Brief: Each line below that carries the string "controls" must appear in the answer.

Supplied data:
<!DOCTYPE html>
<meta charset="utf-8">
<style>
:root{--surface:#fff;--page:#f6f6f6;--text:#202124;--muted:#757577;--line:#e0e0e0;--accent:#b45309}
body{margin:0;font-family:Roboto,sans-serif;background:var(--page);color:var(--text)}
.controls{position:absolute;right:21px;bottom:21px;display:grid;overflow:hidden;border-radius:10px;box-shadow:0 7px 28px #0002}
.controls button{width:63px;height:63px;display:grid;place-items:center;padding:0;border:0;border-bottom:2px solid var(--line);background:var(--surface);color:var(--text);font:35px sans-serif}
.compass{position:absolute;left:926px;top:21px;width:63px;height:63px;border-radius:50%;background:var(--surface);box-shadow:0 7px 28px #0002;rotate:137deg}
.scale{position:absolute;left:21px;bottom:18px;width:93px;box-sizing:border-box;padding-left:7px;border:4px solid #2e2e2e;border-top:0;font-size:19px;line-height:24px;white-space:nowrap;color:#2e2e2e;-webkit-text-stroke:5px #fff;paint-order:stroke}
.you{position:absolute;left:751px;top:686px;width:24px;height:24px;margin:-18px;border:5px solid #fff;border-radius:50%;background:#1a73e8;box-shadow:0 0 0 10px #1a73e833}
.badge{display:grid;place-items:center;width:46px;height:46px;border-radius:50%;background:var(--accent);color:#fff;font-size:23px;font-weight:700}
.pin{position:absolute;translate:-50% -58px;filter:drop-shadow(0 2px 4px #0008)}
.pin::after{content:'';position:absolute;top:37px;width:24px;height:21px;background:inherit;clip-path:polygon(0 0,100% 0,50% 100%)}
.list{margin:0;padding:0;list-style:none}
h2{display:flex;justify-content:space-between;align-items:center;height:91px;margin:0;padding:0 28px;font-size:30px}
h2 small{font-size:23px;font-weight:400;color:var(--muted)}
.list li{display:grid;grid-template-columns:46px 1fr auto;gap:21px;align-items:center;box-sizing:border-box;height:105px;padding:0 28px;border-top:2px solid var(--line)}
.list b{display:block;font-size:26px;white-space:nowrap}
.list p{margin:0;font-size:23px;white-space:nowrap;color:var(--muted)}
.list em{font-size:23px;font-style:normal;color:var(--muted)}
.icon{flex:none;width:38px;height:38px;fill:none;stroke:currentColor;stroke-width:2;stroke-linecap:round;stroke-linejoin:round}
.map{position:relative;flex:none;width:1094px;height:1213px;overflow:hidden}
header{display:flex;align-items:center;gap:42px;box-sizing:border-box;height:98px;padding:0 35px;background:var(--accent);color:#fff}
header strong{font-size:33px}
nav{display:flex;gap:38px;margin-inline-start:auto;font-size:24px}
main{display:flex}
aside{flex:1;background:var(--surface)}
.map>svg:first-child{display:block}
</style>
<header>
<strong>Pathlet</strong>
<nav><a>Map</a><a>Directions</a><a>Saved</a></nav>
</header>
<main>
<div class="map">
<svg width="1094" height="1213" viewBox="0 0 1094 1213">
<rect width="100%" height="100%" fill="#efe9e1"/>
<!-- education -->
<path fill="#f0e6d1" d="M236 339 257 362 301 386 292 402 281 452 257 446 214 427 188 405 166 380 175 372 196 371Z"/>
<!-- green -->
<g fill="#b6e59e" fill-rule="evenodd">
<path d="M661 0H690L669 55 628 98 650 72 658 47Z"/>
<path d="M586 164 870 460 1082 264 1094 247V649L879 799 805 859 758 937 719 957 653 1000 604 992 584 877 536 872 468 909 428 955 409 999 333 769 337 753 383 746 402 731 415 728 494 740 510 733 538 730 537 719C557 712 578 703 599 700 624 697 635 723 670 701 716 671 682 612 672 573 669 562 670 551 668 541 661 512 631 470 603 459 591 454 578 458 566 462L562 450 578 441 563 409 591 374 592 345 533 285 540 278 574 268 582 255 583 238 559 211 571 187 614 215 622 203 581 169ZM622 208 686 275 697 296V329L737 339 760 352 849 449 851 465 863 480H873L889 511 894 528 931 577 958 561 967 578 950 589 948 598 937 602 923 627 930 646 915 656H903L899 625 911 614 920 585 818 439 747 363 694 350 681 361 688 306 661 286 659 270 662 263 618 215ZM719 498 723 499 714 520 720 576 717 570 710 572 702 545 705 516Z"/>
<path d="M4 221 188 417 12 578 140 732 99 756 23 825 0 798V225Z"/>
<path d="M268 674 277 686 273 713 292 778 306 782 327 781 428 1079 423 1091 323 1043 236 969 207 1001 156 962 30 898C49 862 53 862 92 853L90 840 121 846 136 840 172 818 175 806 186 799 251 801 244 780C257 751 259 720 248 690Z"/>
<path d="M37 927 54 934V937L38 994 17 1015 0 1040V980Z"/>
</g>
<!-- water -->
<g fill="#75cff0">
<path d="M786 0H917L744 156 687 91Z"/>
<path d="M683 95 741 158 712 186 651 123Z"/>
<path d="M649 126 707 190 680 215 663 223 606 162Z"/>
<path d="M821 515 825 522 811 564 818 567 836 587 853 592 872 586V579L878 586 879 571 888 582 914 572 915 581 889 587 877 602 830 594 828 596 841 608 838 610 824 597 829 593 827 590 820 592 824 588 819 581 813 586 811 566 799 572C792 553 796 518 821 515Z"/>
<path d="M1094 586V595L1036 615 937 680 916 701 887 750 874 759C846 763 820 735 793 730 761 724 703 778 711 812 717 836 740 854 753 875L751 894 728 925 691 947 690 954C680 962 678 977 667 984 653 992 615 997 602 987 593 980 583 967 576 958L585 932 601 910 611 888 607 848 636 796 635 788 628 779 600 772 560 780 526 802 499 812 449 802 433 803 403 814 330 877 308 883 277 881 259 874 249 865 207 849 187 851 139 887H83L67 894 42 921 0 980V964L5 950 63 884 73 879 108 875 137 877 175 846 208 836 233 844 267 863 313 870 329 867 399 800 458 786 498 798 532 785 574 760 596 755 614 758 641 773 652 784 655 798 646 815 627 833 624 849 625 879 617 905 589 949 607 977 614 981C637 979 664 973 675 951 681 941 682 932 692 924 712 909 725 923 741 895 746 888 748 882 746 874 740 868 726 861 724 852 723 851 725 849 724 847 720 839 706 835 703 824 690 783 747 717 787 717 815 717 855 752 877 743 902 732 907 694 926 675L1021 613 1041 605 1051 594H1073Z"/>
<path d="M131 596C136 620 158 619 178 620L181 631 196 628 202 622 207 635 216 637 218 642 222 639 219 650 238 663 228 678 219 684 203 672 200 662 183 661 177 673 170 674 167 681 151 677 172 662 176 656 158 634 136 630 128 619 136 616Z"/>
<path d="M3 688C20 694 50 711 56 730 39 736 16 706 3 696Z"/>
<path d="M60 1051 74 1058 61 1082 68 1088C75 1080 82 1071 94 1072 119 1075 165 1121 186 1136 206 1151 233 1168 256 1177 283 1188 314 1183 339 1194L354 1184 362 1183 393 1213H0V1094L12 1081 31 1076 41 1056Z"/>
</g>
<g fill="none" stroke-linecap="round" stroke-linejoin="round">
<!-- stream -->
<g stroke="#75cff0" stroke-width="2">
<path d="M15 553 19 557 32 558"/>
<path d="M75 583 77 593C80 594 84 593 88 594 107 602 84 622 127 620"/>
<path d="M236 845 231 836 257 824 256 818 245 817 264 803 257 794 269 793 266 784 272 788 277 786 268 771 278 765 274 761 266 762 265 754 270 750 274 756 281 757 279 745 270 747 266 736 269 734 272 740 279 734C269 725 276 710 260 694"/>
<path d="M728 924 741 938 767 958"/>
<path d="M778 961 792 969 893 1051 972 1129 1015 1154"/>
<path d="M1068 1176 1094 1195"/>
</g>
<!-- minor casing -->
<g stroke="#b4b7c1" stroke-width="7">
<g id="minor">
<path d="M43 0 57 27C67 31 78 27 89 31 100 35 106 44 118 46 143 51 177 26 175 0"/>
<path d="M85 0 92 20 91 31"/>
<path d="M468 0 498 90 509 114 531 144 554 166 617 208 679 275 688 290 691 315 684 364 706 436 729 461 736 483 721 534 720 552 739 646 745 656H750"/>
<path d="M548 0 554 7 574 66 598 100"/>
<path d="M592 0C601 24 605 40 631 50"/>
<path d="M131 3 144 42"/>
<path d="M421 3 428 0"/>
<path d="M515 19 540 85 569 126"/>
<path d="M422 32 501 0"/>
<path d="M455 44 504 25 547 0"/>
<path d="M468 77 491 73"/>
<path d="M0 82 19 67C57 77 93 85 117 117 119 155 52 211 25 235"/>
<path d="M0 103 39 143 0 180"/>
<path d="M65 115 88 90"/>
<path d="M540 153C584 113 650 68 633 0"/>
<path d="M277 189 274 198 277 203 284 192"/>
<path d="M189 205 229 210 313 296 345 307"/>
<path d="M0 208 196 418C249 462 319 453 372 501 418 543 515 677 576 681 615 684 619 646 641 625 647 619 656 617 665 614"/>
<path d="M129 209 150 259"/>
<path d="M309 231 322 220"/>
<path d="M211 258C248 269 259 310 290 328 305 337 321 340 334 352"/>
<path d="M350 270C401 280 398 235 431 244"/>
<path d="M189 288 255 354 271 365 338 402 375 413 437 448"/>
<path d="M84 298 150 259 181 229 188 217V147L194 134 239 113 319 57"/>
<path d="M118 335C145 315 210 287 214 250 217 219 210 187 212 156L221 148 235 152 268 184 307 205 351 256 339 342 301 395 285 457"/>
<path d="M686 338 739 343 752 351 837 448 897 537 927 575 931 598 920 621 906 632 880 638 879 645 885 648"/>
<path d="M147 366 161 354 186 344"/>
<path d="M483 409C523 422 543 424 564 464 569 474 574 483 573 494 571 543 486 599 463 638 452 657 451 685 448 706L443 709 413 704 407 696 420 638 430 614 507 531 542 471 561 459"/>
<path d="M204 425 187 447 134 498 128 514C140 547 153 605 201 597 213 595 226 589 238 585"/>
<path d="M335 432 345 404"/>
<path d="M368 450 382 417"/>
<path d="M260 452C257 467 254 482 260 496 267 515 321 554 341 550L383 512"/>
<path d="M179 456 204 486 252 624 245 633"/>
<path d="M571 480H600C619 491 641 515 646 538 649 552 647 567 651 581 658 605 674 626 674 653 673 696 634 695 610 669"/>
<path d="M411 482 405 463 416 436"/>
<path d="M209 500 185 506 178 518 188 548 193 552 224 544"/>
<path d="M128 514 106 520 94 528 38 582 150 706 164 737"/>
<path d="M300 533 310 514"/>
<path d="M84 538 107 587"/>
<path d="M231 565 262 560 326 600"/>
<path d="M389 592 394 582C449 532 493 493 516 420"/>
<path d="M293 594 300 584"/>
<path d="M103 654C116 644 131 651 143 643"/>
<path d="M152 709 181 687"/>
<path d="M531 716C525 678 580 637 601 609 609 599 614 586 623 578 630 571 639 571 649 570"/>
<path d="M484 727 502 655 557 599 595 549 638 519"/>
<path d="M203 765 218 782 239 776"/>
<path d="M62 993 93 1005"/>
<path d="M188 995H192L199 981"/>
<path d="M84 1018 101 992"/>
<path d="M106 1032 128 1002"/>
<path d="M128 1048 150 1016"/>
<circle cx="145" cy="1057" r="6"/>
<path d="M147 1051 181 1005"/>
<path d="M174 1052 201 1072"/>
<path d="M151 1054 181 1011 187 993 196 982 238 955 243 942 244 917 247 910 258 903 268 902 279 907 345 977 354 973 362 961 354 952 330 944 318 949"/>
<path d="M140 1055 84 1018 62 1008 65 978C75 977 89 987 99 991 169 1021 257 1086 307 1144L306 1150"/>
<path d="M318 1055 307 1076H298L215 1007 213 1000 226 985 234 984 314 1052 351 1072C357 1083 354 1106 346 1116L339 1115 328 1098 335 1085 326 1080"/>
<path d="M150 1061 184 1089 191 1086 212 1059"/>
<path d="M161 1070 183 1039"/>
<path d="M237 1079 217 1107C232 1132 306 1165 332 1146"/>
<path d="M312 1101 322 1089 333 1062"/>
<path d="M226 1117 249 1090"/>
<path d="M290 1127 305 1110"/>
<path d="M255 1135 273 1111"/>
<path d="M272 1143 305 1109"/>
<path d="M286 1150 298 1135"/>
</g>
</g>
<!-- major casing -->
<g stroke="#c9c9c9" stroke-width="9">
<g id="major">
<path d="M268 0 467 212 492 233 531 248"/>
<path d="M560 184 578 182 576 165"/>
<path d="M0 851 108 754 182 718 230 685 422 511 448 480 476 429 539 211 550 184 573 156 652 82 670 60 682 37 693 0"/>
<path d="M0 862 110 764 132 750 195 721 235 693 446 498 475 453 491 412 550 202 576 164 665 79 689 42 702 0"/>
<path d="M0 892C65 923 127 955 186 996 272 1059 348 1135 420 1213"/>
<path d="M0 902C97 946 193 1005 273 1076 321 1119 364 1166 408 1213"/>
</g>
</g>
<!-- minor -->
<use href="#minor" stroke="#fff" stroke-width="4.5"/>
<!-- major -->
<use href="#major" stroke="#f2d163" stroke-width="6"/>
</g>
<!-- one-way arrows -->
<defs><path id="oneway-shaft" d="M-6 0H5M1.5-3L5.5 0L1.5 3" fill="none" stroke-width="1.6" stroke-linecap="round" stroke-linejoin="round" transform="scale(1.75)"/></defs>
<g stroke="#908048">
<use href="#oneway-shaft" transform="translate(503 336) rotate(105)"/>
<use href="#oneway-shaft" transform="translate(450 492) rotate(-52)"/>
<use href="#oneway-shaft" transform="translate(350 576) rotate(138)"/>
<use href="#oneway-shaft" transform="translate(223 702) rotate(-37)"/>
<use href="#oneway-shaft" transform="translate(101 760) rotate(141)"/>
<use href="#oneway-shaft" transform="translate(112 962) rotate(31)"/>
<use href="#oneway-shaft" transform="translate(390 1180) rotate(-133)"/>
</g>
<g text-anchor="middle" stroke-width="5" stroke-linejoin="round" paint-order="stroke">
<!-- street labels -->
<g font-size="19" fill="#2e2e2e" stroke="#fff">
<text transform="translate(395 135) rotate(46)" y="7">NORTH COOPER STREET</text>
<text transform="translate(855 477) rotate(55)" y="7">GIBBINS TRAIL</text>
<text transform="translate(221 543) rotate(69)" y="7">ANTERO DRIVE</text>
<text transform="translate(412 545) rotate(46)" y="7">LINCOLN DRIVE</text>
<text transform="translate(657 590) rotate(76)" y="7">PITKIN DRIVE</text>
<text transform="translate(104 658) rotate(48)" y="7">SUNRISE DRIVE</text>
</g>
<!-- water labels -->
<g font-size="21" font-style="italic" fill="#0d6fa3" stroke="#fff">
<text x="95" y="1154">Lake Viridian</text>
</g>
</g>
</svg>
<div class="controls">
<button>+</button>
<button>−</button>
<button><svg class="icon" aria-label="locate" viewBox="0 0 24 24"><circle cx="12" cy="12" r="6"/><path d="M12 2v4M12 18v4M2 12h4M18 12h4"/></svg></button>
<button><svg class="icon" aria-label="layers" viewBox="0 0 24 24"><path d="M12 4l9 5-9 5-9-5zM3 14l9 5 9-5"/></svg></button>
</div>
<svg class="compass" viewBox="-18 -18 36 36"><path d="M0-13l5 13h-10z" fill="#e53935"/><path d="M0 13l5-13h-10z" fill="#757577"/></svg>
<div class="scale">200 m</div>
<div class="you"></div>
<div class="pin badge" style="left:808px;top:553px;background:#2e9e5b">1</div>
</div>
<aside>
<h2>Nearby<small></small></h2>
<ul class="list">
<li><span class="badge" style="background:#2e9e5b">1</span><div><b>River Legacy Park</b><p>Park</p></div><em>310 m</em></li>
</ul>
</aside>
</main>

Reply to the task:
.controls{position:absolute;right:21px;bottom:21px;display:grid;overflow:hidden;border-radius:10px;box-shadow:0 7px 28px #0002}
.controls button{width:63px;height:63px;display:grid;place-items:center;padding:0;border:0;border-bottom:2px solid var(--line);background:var(--surface);color:var(--text);font:35px sans-serif}
<div class="controls">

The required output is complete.